= The problem =
Please print only the top portion of the entries below, ending with the line that contains "position:absolute; left:1290px; top:797px;", exactly as written.

#####

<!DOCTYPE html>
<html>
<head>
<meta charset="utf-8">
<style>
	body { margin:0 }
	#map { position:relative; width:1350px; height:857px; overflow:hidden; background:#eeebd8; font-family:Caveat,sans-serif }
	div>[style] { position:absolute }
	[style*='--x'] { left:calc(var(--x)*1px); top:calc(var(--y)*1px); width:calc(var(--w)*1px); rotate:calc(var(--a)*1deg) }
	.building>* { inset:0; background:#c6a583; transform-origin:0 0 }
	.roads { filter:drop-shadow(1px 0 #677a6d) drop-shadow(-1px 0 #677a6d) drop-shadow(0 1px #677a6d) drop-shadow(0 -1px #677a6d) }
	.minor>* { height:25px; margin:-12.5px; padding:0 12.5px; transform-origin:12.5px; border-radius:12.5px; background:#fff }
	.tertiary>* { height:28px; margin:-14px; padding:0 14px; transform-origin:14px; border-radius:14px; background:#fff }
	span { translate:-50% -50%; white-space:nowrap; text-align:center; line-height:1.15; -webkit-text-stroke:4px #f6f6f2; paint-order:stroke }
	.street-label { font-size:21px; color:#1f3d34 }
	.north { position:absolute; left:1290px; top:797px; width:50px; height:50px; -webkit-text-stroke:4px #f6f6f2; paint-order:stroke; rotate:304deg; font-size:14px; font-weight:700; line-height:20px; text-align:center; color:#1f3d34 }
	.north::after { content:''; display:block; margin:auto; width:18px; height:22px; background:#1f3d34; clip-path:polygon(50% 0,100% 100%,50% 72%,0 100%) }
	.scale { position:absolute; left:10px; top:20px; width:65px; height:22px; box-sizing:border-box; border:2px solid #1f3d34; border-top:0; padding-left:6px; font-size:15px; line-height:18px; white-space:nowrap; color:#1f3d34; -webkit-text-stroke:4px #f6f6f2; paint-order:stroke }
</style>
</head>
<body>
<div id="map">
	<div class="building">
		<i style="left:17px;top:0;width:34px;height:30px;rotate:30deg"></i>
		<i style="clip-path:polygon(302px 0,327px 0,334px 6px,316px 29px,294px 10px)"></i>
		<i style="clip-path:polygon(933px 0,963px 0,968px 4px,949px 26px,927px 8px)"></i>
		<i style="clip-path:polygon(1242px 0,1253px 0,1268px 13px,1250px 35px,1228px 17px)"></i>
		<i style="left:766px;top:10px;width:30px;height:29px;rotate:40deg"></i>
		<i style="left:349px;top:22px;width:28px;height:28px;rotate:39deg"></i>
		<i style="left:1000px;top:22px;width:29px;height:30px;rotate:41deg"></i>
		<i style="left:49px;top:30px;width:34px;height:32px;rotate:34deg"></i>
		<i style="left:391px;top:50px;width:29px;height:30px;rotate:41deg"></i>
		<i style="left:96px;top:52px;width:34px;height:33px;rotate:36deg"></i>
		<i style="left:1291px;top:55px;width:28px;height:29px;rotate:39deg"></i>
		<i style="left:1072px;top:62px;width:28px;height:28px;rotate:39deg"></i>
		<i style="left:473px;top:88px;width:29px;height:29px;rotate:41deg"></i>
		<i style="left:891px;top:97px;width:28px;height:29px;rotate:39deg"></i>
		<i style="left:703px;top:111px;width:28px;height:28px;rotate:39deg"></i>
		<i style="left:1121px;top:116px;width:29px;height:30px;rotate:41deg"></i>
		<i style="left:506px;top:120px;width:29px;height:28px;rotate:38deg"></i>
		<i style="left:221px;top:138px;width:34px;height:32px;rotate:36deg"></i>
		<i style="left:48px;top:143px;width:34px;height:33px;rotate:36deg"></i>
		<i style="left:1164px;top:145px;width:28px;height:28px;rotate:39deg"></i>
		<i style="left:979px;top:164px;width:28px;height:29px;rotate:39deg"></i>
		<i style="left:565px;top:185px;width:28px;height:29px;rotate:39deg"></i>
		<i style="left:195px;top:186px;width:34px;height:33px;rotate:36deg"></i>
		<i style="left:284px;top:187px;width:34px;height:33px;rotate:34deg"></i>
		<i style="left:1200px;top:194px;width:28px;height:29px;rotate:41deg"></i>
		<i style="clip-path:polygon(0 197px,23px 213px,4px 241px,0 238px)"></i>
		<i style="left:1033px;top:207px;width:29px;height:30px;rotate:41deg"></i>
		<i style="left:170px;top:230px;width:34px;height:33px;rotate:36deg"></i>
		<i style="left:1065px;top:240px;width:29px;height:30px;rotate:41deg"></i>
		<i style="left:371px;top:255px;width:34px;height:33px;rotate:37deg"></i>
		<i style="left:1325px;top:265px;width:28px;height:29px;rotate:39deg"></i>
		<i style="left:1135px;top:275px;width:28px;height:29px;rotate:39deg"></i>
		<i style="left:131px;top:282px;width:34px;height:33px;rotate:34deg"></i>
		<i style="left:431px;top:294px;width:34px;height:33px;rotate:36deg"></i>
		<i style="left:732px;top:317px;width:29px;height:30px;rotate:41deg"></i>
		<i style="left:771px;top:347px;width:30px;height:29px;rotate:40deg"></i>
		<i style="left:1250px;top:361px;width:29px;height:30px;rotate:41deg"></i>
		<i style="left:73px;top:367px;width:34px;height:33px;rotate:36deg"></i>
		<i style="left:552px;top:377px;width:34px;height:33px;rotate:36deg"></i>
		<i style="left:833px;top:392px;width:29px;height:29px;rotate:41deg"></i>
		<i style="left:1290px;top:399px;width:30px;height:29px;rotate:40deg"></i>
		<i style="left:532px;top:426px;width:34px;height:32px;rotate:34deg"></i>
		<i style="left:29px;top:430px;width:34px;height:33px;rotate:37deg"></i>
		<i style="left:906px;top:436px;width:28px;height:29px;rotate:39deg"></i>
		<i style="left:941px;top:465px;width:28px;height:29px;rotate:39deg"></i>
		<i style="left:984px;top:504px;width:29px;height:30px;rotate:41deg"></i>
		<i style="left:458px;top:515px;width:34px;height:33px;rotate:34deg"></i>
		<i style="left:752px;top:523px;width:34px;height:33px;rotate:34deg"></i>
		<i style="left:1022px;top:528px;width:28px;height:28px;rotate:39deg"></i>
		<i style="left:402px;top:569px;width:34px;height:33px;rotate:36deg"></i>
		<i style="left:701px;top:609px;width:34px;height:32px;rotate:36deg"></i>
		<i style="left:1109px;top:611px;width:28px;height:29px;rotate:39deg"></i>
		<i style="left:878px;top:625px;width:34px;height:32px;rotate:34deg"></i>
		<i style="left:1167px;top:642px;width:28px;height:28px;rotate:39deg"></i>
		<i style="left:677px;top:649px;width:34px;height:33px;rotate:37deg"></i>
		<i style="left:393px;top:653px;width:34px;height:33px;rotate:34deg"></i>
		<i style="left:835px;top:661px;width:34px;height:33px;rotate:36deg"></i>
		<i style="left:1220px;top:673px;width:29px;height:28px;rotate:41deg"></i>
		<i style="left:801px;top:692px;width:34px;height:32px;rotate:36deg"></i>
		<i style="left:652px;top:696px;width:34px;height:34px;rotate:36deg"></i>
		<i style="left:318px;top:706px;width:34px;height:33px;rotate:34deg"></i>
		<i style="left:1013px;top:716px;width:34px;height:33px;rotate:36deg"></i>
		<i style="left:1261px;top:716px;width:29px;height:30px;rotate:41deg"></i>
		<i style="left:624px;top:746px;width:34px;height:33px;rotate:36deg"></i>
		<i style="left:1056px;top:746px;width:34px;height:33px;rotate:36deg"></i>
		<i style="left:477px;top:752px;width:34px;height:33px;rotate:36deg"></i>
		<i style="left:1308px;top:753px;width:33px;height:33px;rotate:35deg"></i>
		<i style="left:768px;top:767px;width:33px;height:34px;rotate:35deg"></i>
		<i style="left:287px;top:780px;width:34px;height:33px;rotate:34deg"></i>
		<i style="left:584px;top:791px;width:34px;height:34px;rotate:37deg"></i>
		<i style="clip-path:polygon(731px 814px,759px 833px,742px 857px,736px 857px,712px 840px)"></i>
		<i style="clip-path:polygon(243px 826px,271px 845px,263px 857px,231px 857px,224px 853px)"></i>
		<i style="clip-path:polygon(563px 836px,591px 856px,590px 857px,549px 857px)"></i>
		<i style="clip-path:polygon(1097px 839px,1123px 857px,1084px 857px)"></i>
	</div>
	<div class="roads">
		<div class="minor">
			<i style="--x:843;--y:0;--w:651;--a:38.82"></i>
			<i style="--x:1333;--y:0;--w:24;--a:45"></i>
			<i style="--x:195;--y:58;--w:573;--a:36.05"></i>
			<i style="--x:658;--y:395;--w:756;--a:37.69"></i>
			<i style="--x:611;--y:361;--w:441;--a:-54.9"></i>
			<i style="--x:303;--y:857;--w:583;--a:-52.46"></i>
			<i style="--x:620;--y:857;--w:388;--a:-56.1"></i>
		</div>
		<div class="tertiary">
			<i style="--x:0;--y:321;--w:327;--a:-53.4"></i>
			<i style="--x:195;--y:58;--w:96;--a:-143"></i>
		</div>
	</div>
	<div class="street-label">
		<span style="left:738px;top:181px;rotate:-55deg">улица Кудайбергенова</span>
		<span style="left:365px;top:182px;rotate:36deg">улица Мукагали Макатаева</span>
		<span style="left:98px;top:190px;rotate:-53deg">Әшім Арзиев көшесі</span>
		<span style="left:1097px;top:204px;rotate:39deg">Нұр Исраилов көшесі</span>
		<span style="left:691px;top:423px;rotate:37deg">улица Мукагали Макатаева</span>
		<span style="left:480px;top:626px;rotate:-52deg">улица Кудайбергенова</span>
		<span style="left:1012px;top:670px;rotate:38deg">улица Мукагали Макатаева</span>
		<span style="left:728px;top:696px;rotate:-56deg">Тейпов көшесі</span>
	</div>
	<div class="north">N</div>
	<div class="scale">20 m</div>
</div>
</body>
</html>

#####

= Completed task =
<!DOCTYPE html>
<html>
<head>
<meta charset="utf-8">
<style>
	body { margin:0 }
	#map { position:relative; width:1350px; height:857px; overflow:hidden; background:#eeebd8; font-family:Caveat,sans-serif }
	div>[style] { position:absolute }
	[style*='--x'] { left:calc(var(--x)*1px); top:calc(var(--y)*1px); width:calc(var(--w)*1px); rotate:calc(var(--a)*1deg) }
	.building>* { inset:0; background:#c6a583; transform-origin:0 0 }
	.roads { filter:drop-shadow(1px 0 #677a6d) drop-shadow(-1px 0 #677a6d) drop-shadow(0 1px #677a6d) drop-shadow(0 -1px #677a6d) }
	.minor>* { height:25px; margin:-12.5px; padding:0 12.5px; transform-origin:12.5px; border-radius:12.5px; background:#fff }
	.tertiary>* { height:28px; margin:-14px; padding:0 14px; transform-origin:14px; border-radius:14px; background:#fff }
	span { translate:-50% -50%; white-space:nowrap; text-align:center; line-height:1.15; -webkit-text-stroke:4px #f6f6f2; paint-order:stroke }
	.street-label { font-size:21px; color:#1f3d34 }
	.north { position:absolute; left:1290px; top:797px; width:50px; height:50px; -webkit-text-stroke:4px #f6f6f2; paint-order:stroke; rotate:304deg; font-size:14px; font-weight:700; line-height:20px; text-align:center; color:#1f3d34 }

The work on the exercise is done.